# Prompt
Your copy of the lines below must match them exactly and contain no images.

# Given information
================================
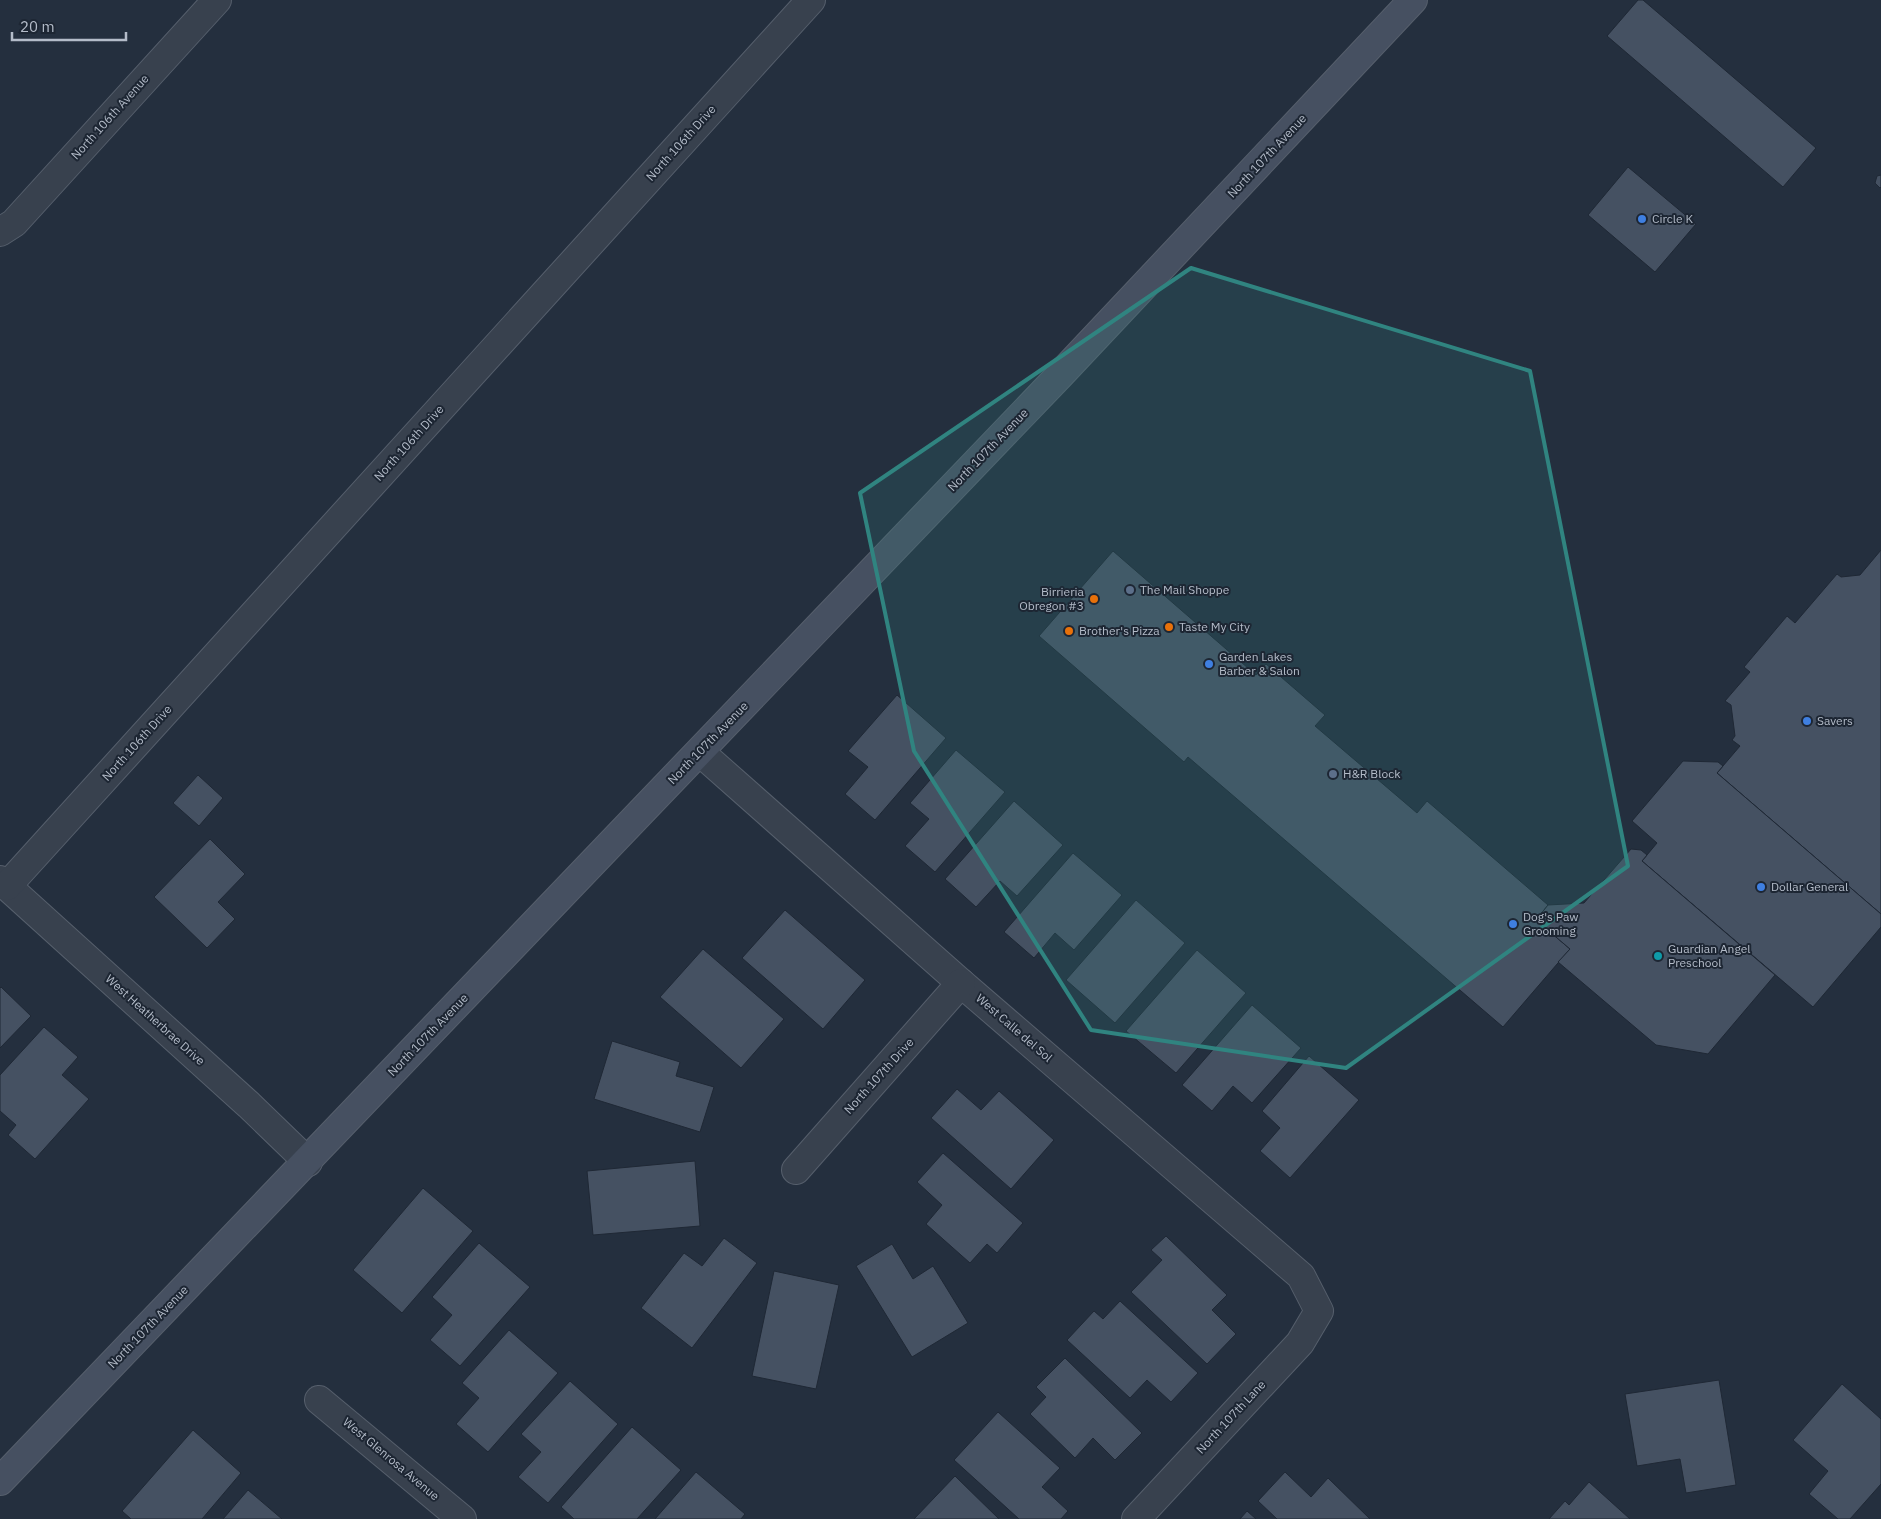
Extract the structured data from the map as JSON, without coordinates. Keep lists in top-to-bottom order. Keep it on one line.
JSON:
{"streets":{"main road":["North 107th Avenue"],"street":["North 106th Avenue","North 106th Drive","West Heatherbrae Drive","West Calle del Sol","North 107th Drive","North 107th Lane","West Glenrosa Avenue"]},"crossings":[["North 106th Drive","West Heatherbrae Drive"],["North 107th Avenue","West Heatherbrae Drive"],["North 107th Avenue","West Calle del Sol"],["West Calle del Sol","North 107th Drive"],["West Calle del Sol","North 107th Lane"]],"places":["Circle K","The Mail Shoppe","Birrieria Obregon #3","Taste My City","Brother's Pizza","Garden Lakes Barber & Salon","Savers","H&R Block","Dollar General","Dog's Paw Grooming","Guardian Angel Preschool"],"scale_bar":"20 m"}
================================
# Answer for the task
Extract the structured data from the map as JSON, without coordinates. Keep lists in top-to-bottom order. Keep it on one line.
JSON:
{"streets":{"main road":["North 107th Avenue"],"street":["North 106th Avenue","North 106th Drive","West Heatherbrae Drive","West Calle del Sol","North 107th Drive","North 107th Lane","West Glenrosa Avenue"]},"crossings":[["North 106th Drive","West Heatherbrae Drive"],["North 107th Avenue","West Heatherbrae Drive"],["North 107th Avenue","West Calle del Sol"],["West Calle del Sol","North 107th Drive"],["West Calle del Sol","North 107th Lane"]],"places":["Circle K","The Mail Shoppe","Birrieria Obregon #3","Taste My City","Brother's Pizza","Garden Lakes Barber & Salon","Savers","H&R Block","Dollar General","Dog's Paw Grooming","Guardian Angel Preschool"],"scale_bar":"20 m"}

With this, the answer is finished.